GitHub Email Discovery¶
The GitHubDiscoverer extracts email addresses from commit author data on public GitHub repositories. This is separate from job scraping — it's invoked via the --github-scrape CLI flag.
Usage¶
# Basic discovery from a user's repos
scrappy --github-scrape --search "torvalds"
# With GitHub token (higher rate limit)
GITHUB_TOKEN=ghp_xxx scrappy --github-scrape --search "torvalds"
# Output to file (default: github_emails.csv)
scrappy --github-scrape --search "linux-foundation" --out emails.csv
The --search value is treated as a GitHub username or organization name.
Discovery flow¶
The DiscoverFromUser method runs a three-phase pipeline:
OrgsForUser(login)
→ ReposForOrg(org) per org
→ EmailsFromRepo(owner, repo) per repo
Phase 1: OrgsForUser(ctx, login)¶
url := fmt.Sprintf("https://api.github.com/users/%s/orgs", login)
Returns the list of organization logins the user belongs to. Uses the public GitHub API — requires the org to be public.
Phase 2: ReposForOrg(ctx, org)¶
url := fmt.Sprintf("https://api.github.com/orgs/%s/repos?per_page=50&sort=pushed&type=public", org)
Returns non-fork, public repository full names (owner/repo), sorted by most recently pushed.
Phase 3: EmailsFromRepo(ctx, owner, repo, maxCommits)¶
url := fmt.Sprintf("https://api.github.com/repos/%s/%s/commits?per_page=%d", owner, repo, maxCommits)
Extracts unique personal emails from recent commits. Key behavior:
- Reads both
commit.author.email(the commit metadata) andauthor.email(the GitHub user object). - Filters out GitHub's noreply addresses (
@users.noreply.github.com,@noreply.github.com). - Filters out bot addresses (
-bot,[bot],-ci,-automatesuffixes). - Default: 30 commits per repo, max 100.
- Falls back to
EmailsFromRepofor direct org/repo lookups ifDiscoverFromUserreturns nothing.
API endpoints used¶
| Endpoint | Purpose | Auth |
|---|---|---|
GET /users/{login}/orgs |
List user's organizations | Optional |
GET /orgs/{org}/public_members |
List org members | Optional |
GET /orgs/{org}/repos |
List org repos | Optional |
GET /users/{login}/repos |
List user's repos | Optional |
GET /repos/{owner}/{repo}/commits |
Commit history | Optional |
GET /repos/{owner}/{repo}/commits?author={login} |
Author-filtered commits | Optional |
Headers set on all requests:
Accept: application/vnd.github+json
X-GitHub-Api-Version: 2022-11-28
Authorization: Bearer <token> // only when GITHUB_TOKEN is set
Rate limiting¶
| Auth | Rate limit | Per hour |
|---|---|---|
| Unauthenticated | 60 requests/hour | 60 |
| With token | 5,000 requests/hour | 5,000 |
Unauthenticated requests are identified by the lack of Authorization header and are subject to IP-based rate limiting (60 req/h). With a GITHUB_TOKEN, the limit is 5,000 req/h per token.

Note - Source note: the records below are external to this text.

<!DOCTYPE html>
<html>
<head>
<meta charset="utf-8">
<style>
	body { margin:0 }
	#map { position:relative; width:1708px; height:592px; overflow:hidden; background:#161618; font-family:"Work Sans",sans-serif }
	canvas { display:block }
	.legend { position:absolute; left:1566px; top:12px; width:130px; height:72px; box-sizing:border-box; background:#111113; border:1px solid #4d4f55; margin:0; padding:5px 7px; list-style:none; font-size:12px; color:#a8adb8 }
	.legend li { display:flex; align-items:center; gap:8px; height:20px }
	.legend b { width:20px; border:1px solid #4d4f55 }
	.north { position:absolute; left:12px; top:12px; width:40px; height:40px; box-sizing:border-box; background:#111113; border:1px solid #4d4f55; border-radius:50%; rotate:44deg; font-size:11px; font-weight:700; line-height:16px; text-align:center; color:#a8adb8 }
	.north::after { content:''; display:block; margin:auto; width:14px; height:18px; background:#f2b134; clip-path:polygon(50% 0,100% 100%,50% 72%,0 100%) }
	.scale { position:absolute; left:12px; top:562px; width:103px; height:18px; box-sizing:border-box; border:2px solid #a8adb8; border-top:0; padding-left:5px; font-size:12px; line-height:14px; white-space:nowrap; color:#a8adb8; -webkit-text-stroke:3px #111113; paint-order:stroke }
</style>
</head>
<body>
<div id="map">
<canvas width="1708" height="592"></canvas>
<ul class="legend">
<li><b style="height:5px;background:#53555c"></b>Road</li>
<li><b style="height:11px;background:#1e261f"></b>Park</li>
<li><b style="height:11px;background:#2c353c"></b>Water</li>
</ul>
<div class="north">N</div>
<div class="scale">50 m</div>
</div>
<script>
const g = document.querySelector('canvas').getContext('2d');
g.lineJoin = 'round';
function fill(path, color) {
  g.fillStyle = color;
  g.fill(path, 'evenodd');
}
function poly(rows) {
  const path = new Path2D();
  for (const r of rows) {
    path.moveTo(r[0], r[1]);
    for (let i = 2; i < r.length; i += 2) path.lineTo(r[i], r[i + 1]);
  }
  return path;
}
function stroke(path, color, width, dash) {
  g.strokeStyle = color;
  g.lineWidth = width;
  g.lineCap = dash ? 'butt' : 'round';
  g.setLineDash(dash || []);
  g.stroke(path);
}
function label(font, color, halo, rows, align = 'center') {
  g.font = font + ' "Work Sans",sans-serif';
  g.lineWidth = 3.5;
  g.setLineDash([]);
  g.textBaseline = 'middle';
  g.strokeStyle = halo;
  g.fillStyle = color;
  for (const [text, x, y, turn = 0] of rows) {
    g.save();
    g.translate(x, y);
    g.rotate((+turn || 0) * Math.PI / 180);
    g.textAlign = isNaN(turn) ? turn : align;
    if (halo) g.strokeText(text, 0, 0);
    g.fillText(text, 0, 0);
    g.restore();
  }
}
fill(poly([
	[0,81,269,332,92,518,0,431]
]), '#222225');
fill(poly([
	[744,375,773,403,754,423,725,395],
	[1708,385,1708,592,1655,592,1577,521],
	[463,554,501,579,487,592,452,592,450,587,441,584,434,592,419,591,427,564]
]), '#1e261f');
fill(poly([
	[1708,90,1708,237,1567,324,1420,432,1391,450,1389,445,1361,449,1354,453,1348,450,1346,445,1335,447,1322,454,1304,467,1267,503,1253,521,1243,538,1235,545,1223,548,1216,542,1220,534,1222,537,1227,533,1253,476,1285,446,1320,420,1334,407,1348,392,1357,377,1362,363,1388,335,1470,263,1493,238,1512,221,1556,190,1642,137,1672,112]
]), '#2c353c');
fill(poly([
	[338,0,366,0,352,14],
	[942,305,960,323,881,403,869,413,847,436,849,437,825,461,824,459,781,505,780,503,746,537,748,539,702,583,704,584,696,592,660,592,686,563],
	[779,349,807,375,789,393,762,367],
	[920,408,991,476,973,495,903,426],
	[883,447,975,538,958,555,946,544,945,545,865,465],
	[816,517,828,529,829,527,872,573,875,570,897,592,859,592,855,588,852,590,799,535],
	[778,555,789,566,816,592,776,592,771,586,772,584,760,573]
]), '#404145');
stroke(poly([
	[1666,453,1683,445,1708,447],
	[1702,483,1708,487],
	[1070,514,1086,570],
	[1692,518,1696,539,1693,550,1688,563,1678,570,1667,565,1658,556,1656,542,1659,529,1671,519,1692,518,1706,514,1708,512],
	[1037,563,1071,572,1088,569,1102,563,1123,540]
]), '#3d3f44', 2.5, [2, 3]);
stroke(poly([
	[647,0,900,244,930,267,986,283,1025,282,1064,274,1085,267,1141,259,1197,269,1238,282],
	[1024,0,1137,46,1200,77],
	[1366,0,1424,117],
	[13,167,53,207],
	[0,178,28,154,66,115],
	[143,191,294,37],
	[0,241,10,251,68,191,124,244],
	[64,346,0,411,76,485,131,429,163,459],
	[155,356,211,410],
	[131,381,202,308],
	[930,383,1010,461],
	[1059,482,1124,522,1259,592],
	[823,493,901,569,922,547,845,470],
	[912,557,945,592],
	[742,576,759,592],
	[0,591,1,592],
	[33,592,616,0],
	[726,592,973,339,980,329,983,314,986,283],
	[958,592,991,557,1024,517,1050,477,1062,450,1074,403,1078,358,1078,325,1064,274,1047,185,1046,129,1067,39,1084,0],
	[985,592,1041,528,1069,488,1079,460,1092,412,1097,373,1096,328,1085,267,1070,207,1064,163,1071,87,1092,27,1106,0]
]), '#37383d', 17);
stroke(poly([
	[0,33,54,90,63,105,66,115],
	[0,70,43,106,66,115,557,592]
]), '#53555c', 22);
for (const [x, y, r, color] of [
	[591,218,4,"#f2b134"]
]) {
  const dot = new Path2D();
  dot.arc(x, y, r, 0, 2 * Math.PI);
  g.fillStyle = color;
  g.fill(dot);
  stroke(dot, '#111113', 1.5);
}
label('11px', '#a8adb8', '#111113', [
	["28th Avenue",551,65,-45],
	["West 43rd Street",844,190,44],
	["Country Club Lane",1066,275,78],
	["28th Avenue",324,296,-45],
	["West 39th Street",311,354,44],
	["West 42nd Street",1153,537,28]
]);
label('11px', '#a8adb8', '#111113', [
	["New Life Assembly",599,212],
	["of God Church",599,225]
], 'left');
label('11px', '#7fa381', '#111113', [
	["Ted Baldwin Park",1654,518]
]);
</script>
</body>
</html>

The discoverer detects rate limiting by checking for HTTP 403:
if resp.StatusCode == http.StatusForbidden {
return nil, fmt.Errorf("github_rate_limited (status %d)", resp.StatusCode)
}
Error messages include the status code for diagnostics.
Caching¶
Results are cached in an in-memory LRU cache (capacity: 256 entries):
type ghLRU struct {
mu sync.Mutex
data map[string]*list.Element
order *list.List
cap int
}
- Cache key: GitHub login or
owner/repo. - Eviction: least-recently-used.
- Thread-safe via
sync.Mutex. - Empty results (no emails found) are also cached to avoid re-scanning.
CLI integration¶
The --github-scrape flag diverts execution to runGitHubScrape() in cmd/scrappy/main.go:
func runGitHubScrape(cfg *cliConfig) error {
g := internalemail.NewGitHubDiscoverer(token)
result, err := g.DiscoverFromUser(ctx, login, 30)
// ...
}
Output is always CSV with two columns: repo,email. If the search term is an organization (not a user), the discoverer falls back to treating it as an org and scanning its repos directly:
if len(result) == 0 {
repos, repoErr := g.ReposForOrg(ctx, login)
// ...
}
Privacy considerations¶
GitHub's "Keep my email address private" setting only applies to the author email shown on the UI and in the commit web view. The commit author metadata (commit.author.email in the API) still contains the real email for historical commits. scrappy reads the API-level commit metadata, not the web UI, so it can extract real addresses even when privacy mode is enabled.
This is standard behavior: CI tools, package registries, and code review platforms all use the same API data.